My understanding is that the mystery of where the massive expenditures are going is solved with the assumption that it is going to a mfg build for large scale production.
For me that is an acceptible assumption as long as eyes and ears remain open for info and arguments to the contrary.
A further assumption that I have been comfortable making is that the reason for the scale-up now is either because there is some chance of an early approval, or they need to start now to have it fully funtional and approved by the time the FDA and EMA are considering approval. The demonstrated ability to mfg is a consideration for approval, and it may have been communicated to LP that it is a large consideration.
It could be a much longer effort to scale up mfg than myself and others have suggested in their posts. It could be a year long effort, an 18 month effort, or more. I don't know when they started spending the big $. Six months ago?

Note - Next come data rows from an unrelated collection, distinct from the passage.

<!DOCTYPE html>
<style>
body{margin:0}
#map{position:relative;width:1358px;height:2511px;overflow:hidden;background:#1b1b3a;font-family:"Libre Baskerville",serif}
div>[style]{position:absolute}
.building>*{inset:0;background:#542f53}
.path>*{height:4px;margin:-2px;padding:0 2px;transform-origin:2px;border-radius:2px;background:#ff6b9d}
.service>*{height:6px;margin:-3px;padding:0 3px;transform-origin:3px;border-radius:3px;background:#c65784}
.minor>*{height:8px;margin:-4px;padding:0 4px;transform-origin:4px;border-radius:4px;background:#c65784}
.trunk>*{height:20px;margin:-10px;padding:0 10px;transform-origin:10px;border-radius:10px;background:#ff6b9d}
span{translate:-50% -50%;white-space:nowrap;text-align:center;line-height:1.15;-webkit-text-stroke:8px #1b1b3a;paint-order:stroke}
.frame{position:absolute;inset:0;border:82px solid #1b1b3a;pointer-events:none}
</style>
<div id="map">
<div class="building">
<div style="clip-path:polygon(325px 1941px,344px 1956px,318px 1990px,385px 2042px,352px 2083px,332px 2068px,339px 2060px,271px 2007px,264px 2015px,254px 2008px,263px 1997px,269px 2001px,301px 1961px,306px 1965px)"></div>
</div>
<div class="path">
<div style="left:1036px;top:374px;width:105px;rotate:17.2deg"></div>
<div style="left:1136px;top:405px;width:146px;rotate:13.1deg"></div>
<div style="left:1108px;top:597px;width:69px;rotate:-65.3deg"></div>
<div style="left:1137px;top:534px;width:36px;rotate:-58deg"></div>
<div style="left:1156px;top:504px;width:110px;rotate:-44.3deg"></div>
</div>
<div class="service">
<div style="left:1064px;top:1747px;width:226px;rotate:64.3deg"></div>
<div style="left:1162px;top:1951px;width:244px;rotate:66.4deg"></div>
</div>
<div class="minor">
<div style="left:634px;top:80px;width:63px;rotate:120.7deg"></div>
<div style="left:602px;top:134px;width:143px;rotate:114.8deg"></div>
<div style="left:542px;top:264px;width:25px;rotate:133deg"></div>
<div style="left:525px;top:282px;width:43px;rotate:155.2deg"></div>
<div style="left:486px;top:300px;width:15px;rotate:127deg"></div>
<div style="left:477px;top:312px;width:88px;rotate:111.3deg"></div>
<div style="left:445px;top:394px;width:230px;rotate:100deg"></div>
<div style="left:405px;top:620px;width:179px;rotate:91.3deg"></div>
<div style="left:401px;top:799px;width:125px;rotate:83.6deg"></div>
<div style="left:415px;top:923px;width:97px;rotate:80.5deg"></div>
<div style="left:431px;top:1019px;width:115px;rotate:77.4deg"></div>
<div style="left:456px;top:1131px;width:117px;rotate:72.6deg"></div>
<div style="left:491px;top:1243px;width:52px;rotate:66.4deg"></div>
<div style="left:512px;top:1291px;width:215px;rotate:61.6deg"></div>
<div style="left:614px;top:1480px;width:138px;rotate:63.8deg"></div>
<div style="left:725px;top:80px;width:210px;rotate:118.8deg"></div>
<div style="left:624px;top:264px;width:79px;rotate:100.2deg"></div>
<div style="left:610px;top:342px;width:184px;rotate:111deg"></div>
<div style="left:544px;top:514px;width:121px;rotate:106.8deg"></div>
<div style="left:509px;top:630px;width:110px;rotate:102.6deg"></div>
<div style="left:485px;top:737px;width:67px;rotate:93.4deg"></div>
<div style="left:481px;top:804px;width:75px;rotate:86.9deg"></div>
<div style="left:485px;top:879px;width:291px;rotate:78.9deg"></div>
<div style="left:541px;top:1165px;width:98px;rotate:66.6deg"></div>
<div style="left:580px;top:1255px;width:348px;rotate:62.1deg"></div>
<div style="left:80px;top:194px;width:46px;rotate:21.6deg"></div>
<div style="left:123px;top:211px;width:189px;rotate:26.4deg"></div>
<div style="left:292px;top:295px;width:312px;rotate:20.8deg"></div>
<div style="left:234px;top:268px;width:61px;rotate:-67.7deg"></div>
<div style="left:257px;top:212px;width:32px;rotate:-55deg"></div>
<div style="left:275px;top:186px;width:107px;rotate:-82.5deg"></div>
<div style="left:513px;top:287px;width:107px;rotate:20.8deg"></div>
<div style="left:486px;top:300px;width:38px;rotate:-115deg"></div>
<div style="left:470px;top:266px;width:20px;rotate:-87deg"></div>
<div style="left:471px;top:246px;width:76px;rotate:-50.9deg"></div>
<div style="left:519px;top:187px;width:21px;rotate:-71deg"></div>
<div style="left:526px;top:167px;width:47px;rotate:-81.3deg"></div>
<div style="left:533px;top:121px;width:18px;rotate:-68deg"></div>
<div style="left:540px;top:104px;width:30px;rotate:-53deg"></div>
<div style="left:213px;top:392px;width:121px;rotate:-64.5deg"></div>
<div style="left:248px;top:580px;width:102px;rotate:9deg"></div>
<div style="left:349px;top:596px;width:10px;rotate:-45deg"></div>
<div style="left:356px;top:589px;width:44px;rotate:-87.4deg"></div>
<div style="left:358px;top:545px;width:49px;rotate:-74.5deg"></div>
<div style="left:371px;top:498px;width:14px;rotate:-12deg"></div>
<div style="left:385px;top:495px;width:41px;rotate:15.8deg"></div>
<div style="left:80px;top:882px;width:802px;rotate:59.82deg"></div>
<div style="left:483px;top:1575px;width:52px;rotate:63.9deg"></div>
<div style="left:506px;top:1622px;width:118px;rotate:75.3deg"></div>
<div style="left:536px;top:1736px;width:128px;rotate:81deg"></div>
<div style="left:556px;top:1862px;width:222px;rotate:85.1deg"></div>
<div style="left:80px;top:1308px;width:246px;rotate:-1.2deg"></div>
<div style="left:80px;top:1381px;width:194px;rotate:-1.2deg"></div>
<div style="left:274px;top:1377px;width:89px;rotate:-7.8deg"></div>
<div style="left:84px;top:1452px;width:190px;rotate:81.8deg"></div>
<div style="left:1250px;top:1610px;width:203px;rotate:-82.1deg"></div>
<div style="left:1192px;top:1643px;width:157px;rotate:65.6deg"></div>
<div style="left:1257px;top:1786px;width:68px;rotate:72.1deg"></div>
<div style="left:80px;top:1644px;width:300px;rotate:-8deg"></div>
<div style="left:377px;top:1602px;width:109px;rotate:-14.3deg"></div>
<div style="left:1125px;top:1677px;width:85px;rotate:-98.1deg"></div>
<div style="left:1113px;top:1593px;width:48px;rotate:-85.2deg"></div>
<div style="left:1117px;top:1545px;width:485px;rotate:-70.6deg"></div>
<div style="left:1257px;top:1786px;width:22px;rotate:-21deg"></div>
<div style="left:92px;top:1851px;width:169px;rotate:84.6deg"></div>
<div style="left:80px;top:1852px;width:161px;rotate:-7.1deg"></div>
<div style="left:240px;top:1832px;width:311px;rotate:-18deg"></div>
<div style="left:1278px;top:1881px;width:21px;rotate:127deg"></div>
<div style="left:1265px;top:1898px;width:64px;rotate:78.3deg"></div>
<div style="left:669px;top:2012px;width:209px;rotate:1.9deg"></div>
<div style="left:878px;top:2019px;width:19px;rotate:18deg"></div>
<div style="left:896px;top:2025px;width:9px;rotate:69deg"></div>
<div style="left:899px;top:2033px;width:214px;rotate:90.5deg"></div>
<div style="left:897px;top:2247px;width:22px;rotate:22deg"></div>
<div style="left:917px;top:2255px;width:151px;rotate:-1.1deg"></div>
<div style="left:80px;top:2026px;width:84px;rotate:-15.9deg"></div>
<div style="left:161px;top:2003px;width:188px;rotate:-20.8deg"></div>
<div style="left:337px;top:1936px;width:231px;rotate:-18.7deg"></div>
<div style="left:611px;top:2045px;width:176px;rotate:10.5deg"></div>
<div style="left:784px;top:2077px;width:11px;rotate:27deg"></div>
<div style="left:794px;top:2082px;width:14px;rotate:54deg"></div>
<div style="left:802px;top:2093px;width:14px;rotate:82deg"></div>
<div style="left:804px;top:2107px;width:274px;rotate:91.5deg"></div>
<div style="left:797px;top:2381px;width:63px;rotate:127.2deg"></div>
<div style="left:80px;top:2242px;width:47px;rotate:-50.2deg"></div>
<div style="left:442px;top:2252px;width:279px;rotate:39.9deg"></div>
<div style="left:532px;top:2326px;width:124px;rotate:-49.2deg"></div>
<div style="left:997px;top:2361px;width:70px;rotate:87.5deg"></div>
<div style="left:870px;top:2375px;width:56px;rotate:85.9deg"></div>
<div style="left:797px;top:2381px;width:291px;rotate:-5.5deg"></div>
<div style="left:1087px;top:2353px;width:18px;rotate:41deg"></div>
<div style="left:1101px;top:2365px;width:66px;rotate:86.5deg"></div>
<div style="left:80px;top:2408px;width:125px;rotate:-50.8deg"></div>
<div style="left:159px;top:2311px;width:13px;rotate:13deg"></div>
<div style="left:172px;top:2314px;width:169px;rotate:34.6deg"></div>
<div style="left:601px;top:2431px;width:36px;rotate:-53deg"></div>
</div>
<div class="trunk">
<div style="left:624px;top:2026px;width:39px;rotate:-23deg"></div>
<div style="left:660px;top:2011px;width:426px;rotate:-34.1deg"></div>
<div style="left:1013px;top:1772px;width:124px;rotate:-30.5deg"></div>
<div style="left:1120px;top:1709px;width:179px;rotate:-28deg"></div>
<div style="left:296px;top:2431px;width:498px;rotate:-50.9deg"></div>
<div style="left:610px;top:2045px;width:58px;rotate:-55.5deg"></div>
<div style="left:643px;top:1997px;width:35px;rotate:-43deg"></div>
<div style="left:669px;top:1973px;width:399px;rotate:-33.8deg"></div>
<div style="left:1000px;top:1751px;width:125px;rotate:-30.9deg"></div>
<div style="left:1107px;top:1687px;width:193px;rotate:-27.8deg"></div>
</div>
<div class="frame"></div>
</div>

Gambling $100M+ with such an expansion makes sense to me. It increases the odds of approval and odds of early commercial success if approval is granted. (I also see now why Flipper was talking about the advantage in maintaining skilled staff etc at the clinics and mfg facility.) The whole trial was a huge gamble. This is no different in my view.
I remember when the stock went to $14+. I would look at the board once in a while. People were posting about which actors could play the different characters in the movie about NWBO.
Without knowing the details of what was going on, it did look like a stock bubble about to pop. "Sell high, by low" may apply better to people than stock prices... because there is a better reference point.
But all the longs contributed to that helium deep-breathing session. No one in particular. If someone was trying to calm you guys down back then, then they deserve some recognition. Unfortunately the people that bash continously aren't a good barometer because... they bash continously. Maybe I should have piped-in, but if I did, the stock would probably have tripled the next day.
The stock got overheated, then on the way down came some serious hammering with the phase V article, etc.. That forced Woodfords hand... and it all spiraled down.
Should Flipper have predicted the phase V article and Woodford's moves? I don't think so.
How about the $14+, was that Flipper's fault? I don't think so.
In fact; this is a very small biotech world. AVXL went through a very similar top and drop a couple of months ago. Nearly identical $. I was watching it closely at the time, and the largest part of the spike did not seem to come from purely natural greed forces. There was an over-the-top phony pump article published at exactly the right time to take the rising share price into a full spike. I do not believe that Anavex purchased that article. To the contrary, I believe that the article served the purpose of creating a perfect launch pad for subsequent shorting. You know the kind of shorting; an engineered gglfk. As the shorts made big $ on the way down, they pointed to the pump article as proof that Anavex was crooked... when in fact, I would bet you all the money you own against all the money I own, that the people that engineered the post-high glgfk were responsible for the pump article. We may know soon know what happened. Anavex has been subpoenaed by the SEC over the series of events.
That bash session started with Baby Face Shkreli, the booger eating leader of the pharma world, tweeting something damning about Anavex. The tweet was broadcast for some strange reason by Yahoo Finance. Then later AF (you know AF right?) piped in his bash, then later Carol from Fierce biotech, as I recall. The whole gang joined in. After all, it was a gglfk.